Batch: a Special Case of Streaming

Last week, the team at Apache announced that Alibaba decided to contribute its Flink-fork, called Blink, back to the Apache Flink project.

A unified approach to Batch and Streaming

Apache Flink has been following the philosophy of taking a unified approach to batch and streaming data processing. The core building block is “continuous processing of unbounded data streams.” With this continuous processing, users can also do offline processing of bounded data sets.

The batch is considered as the special case of streaming and is supported by various projects such as Flink, Beam, etc. It is known as a powerful way of building data applications that generalize across real-time and offline processing and further reduces the complexity of data infrastructures.

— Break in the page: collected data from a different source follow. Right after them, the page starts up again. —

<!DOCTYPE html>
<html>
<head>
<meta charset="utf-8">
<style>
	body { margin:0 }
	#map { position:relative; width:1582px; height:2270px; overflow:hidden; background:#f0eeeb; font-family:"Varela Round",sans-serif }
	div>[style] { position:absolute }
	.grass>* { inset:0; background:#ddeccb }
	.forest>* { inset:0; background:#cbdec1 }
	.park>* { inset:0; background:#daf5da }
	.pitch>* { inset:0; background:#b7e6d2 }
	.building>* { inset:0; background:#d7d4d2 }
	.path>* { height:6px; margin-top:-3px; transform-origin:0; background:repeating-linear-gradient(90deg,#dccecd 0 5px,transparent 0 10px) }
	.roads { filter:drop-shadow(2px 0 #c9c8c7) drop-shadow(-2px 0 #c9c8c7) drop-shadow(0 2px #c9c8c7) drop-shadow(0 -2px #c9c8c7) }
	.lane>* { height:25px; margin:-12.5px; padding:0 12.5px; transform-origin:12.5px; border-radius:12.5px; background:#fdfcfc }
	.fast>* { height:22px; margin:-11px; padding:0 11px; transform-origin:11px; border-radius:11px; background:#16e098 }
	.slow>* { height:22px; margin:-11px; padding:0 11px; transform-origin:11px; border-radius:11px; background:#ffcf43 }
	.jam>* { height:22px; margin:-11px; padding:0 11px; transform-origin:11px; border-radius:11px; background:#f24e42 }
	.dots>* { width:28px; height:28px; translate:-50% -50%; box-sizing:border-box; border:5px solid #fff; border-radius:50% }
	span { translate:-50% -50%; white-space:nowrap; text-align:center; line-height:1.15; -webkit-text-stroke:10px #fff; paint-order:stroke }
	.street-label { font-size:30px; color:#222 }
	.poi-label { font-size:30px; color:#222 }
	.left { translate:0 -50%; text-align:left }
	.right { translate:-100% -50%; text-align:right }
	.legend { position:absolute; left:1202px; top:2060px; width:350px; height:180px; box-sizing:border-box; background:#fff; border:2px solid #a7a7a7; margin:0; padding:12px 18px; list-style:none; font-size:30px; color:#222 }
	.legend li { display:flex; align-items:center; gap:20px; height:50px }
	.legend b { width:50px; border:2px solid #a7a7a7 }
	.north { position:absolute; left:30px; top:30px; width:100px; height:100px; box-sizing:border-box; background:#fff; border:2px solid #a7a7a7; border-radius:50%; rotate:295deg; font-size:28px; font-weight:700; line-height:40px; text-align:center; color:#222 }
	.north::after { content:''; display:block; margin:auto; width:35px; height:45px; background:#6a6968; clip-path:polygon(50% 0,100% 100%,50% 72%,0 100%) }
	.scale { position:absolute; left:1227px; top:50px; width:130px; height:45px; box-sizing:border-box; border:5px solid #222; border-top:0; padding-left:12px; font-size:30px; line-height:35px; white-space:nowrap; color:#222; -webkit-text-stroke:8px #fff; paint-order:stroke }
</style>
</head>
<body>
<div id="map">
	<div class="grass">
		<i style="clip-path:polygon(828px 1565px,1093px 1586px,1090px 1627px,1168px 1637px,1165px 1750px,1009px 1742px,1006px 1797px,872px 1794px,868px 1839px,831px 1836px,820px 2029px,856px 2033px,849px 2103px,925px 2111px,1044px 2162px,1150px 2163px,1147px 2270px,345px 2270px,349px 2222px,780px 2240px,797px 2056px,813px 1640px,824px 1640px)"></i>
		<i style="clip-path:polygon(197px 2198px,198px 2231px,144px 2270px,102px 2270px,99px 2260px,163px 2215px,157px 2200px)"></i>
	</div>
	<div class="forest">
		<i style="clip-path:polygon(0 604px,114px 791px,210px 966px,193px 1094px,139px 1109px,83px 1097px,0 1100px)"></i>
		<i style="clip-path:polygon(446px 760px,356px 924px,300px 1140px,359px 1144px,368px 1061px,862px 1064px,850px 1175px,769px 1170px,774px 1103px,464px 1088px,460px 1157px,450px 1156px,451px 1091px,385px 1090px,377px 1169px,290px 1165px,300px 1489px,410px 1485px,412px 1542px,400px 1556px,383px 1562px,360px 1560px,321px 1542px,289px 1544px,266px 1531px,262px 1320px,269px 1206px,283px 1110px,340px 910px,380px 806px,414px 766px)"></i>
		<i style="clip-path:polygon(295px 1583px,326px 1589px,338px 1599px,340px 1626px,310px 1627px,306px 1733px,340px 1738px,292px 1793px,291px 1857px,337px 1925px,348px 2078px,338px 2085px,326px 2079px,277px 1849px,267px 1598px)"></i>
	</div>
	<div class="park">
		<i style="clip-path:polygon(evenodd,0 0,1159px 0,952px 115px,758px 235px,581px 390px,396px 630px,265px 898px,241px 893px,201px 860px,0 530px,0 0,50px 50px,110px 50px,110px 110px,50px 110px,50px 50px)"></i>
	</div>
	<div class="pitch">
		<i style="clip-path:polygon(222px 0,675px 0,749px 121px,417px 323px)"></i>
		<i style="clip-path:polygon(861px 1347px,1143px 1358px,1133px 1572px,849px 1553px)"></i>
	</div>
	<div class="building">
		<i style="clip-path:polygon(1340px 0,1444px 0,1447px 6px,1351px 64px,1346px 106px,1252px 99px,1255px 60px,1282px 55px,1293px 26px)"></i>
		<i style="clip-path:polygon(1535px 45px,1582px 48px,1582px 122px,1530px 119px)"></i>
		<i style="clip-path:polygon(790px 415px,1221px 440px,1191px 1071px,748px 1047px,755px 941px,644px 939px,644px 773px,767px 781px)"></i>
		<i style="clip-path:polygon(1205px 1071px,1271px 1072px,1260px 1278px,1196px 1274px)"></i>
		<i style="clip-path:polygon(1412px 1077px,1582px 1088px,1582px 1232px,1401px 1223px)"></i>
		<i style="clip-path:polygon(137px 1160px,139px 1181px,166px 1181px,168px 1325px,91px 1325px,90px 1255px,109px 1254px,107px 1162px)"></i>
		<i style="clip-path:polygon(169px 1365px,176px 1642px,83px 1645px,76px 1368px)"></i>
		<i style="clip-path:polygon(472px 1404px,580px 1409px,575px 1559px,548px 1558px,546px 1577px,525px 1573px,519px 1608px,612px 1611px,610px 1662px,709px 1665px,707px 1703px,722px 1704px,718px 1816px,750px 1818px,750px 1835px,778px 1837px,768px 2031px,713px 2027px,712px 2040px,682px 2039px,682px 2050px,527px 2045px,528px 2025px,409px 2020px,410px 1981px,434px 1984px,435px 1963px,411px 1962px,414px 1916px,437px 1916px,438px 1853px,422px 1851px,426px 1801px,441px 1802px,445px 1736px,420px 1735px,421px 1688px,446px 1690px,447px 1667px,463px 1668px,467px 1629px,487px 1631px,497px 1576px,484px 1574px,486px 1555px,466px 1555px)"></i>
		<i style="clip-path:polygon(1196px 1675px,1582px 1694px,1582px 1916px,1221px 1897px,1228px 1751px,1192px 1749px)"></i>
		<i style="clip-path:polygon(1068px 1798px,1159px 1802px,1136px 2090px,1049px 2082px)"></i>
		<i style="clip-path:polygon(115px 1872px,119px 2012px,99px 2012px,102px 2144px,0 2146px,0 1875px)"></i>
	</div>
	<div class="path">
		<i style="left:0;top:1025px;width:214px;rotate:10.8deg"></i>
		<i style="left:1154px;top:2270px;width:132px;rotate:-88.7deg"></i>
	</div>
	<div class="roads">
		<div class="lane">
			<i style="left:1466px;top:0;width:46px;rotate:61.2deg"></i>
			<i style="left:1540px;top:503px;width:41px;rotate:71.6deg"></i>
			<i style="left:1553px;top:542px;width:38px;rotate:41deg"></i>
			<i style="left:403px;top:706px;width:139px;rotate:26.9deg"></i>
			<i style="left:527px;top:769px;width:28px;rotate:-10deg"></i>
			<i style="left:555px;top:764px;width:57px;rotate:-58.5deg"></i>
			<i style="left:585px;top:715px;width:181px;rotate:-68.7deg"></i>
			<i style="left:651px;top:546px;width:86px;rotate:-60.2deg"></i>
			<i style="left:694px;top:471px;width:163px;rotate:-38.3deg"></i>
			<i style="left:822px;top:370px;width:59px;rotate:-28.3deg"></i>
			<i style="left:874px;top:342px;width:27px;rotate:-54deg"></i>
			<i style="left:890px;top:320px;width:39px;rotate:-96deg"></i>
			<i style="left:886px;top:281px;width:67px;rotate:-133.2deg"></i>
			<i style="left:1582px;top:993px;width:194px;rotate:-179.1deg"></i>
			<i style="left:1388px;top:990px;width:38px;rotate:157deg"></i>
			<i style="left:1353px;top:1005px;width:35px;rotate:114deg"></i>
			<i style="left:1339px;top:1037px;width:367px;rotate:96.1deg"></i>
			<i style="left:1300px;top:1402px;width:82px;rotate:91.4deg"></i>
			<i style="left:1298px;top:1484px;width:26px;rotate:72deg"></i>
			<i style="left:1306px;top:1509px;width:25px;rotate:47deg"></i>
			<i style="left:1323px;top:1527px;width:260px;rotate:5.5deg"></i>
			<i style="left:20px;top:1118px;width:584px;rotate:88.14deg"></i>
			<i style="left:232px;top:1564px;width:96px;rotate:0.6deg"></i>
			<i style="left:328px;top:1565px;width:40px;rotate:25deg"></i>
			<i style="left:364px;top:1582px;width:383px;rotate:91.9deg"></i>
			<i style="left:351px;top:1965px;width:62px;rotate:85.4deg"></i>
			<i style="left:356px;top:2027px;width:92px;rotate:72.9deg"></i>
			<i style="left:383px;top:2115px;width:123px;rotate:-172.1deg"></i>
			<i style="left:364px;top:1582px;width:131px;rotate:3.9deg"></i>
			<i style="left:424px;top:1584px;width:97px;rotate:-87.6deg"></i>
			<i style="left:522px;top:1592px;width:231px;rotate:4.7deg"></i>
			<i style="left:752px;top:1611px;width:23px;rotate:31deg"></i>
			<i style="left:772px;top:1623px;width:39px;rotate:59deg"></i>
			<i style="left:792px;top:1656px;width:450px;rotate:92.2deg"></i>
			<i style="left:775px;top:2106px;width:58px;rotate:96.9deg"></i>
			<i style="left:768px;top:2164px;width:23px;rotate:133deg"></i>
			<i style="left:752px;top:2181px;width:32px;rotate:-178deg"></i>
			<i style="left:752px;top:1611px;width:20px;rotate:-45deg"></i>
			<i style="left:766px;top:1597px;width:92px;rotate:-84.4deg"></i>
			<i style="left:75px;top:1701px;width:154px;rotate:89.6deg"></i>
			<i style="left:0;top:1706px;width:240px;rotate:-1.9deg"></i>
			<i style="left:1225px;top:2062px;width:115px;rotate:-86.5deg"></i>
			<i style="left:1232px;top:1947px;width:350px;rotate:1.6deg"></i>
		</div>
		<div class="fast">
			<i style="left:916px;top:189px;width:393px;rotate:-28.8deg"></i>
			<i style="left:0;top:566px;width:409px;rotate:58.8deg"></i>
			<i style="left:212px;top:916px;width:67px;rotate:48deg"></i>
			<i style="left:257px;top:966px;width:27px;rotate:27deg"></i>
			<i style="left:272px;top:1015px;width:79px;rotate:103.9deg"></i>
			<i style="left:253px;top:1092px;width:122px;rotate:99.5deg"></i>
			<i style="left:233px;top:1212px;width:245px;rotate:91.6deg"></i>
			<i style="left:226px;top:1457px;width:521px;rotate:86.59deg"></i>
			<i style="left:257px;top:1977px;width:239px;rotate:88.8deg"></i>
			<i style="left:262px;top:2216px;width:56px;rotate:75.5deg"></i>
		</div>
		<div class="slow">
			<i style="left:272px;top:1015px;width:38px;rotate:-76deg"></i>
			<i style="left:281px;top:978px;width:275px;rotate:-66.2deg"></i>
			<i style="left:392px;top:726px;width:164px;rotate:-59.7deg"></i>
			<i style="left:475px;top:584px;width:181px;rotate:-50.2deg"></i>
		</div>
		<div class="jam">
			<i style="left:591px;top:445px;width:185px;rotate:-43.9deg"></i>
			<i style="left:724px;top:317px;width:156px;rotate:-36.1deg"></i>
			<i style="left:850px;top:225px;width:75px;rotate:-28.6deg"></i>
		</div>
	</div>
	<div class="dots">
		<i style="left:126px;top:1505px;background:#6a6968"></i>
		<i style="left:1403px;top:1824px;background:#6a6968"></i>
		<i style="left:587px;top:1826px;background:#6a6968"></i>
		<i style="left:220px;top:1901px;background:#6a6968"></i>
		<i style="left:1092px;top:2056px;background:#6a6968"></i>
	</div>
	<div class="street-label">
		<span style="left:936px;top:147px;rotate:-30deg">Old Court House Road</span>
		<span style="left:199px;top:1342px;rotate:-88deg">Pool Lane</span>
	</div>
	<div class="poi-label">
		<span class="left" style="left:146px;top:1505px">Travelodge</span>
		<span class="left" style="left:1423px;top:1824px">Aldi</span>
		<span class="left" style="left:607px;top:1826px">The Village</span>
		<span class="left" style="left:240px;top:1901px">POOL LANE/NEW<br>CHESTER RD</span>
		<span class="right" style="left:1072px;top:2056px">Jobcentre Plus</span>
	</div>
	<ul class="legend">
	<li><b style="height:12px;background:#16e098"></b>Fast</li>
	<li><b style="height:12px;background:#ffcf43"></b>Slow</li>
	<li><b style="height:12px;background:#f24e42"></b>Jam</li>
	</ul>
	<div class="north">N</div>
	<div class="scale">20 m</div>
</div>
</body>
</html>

“Batch is just a special case of streaming does not mean that any stream processor is now the right tool for your batch processing use cases.” Pure stream processing systems are slow at batch processing workloads. A stream processor that shuffles through message queues to analyze large amounts of available data is not useful.

Unified APIs such as Apache Beam delegate to different runtimes based on whether the data is continuous/unbounded of fix/bounded. For example, the implementations of the batch and streaming runtime of Google Cloud Dataflow are different, to get the desired performance and resilience in each case. Apache Flink has a streaming API that can do bounded/unbounded use cases and also offers a separate DataSet API and runtime stack which is faster for batch use cases.

What can be improved?

To make Flink’s experience on bounded data (batch) state-of-the-art, few enhancements are required.

A truly unified runtime operator stack

Currently, the bounded and unbounded operators have a different network and threading model which doesn’t mix and match. Continuous streaming operators are the foundation in a unified stack. While operating on bounded data without latency constraints, the API or the query optimizer can easily select from a larger set of operators.

Exploiting bounded streams to reduce the scope of fault tolerance

While input data is bounded, it is possible to completely buffer data during shuffles and also replay that data after a failure. This makes recovery fine-grained and much more efficient.

Exploiting bounded stream operator properties for scheduling

A continuous unbounded streaming application needs all the operators that are running at the same time. An application on bounded data can schedule operations depending on how the operators consume data which increases resource efficiency.

Enabling these special case optimizations for the DataStream API

Currently, only the Table API activates the optimizations while working on bounded data.

Performance and coverage for SQL

In order to be competitive with the best batch engines, Flink needs more coverage and performance for the SQL query execution. As the core data-plane in Flink is high performance, the speed of SQL execution depends on optimizer rules, a rich set of operators, and also features like code generation.

Merging Blink and Flink

As Blink’s code is currently available as a branch in the Apache Flink repository, it is difficult to merge big amount of changes and making the merge process as non-disruptive as possible.

The merge plan focuses on the bounded/batch processing features and follows the following approach to ensure a smooth integration:

For merging Blink’s SQL/Table API query processor enhancements, the team can work in an easier way as both Flink and Blink have the same APIs: SQL and the Table API. Following some restructuring of the Table/SQL module, the team plans to merge the Blink query planner (optimizer) and runtime (operators) as an additional query processor next to the current SQL runtime.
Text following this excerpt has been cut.